MitoSAlt accurately detected all events at single bp resolution and correctly classified them as deletions or duplications, with heteroplasmy estimates varying between 12.5% and 16.7% (Fig 2A). Between 148 and 213 reads were correctly aligned across each breakpoint (theoretical expectation 266 without any dropouts), while a smaller number of alignments (0–4 reads) supported breakpoints within 5 bp of the actual positions (Fig 2A). No other events were detected despite inclusion of nuclear chromosomes in the simulations. These results support that MitoSAlt can accurately identify and classify deletions and duplications without additional false positive detections.

We further compared the performance of MitoSAlt with five published pipelines on the same simulated dataset (S1 Table). Two of the tools, eKLIPse and the PERL script provided in (Zambelli et al., 2017), identified all events, but with the duplications reported as complementary arc deletions (i.e. start and end coordinates in reverse order). eKLIPse and Zambelli et al identified at most 94 and 186 breakpoint-spanning reads, respectively, suggesting that eKLIPse in particular has reduced sensitivity compared to MitoSAlt. Zambelli et al was less accurate when breakpoints were flanked by repeats: the 8,470–13,446 common deletion (flanked by a 13 bp identical repeat) was reported at 8482–13,447, and the 2,500–3,500 duplication (flanked by a longer imperfect repeat) was reported as a deletion at 3,525–2,500. The remaining tools identified 4 out of 6 events at best. Splice-Break specifically failed to identify duplications associated with inverse-order split alignments (S1 Fig), suggesting that the algorithm is not designed to handle this case. In addition to finding 4 out of the 6 true alterations, MitoMut identified 4 additional small deletions (S1 Table). Similar results were obtained when simulated reads were generated using an error model derived from empirical data (S1 Table).

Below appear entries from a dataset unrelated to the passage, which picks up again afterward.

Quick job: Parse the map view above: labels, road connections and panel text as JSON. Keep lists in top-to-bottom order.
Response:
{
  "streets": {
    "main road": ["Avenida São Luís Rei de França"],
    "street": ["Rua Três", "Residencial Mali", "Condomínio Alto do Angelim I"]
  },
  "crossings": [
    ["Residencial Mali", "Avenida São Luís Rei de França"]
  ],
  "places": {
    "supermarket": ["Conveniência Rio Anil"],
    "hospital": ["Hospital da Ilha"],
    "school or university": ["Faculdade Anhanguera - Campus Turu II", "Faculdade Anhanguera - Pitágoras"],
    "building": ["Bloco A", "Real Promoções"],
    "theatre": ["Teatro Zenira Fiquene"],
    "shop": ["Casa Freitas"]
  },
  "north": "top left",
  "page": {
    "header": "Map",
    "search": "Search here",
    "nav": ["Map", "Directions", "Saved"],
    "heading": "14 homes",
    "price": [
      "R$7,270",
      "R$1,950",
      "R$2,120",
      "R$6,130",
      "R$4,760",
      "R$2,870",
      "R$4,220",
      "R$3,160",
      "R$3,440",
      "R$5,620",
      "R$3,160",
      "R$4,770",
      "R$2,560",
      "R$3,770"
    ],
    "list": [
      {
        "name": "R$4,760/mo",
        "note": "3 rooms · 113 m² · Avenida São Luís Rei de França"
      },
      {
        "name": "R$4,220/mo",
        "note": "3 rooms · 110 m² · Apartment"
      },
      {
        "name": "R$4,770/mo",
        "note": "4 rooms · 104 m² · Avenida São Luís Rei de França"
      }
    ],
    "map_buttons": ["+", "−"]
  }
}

Next, we generated simulated datasets containing large numbers of low heteroplasmy level (0.5%) deletions or duplications of various sizes (50, 500 and 2000 bp). Each dataset contained 200 events of a single type distributed across the major and minor arcs. Additionally, a dataset with 500 bp deletions with 5 bp random insertions was generated, to test the ability to handle non-template insertions at breakpoints. Mitochondrial number was set to 6,000, and 50 million reads (5 million 2 × 126 bp) were generated for each dataset, resulting in a mean coverage of ~5,900× on chrM. All events were detected by MitoSAlt and Zambelli et al, though the latter had lower accuracy with respect to exact determination of breakpoint coordinates (Fig 2B and S1 Table). Remaining tools all showed reduced or no sensitivity with respect to small duplications or duplications in general, as well as deletions with non-template insertions. Heteroplasmy estimates reported by MitoSAlt ranged from 0.38% to 0.57% on average in each dataset (Fig 2C). No events were detected by MitoSAlt or the other tools in a simulated wild type dataset of similar size. MitoSAlt thus compared favorably to other tools in terms of sensitivity and breakpoint coordinate accuracy, in addition to being the only method capable of differentiating between duplications and deletions.

Application to mitochondrial disease patients

We next tested the MitoSAlt pipeline on muscle biopsy DNA from mitochondrial disease patients with single high-heteroplasmy mtDNA deletions or duplications present at high levels as detected by long-range PCR (LX-PCR). Two patients carried a deletion while the third patient had a duplication (Fig 3A). WGS resulted in a coverage between 83,737× and 121,703× on chrM, and the estimated mtDNA levels, which can be used to predict mtDNA copy number, varied between 5,789 and 7,204 for all samples (Fig 3B). MitoSAlt detected a single high-level heteroplasmy (>50%) deletion or duplication in each patient as expected (Fig 3C). Additional low-level heteroplasmy (<1%) events often had breakpoints close to the main alterations, which may represent inaccurate alignments caused by sequencing errors (Fig 3C). The major breakpoints predicted by MitoSAlt (deletions at 6,330–13,993, 7,826–14,673 and a duplication spanning the D-loop at 15,973–3,326) were compatible with the LX-PCR results and corresponded closely to breakpoints estimated from chrM read depth (Fig 3D and 3E).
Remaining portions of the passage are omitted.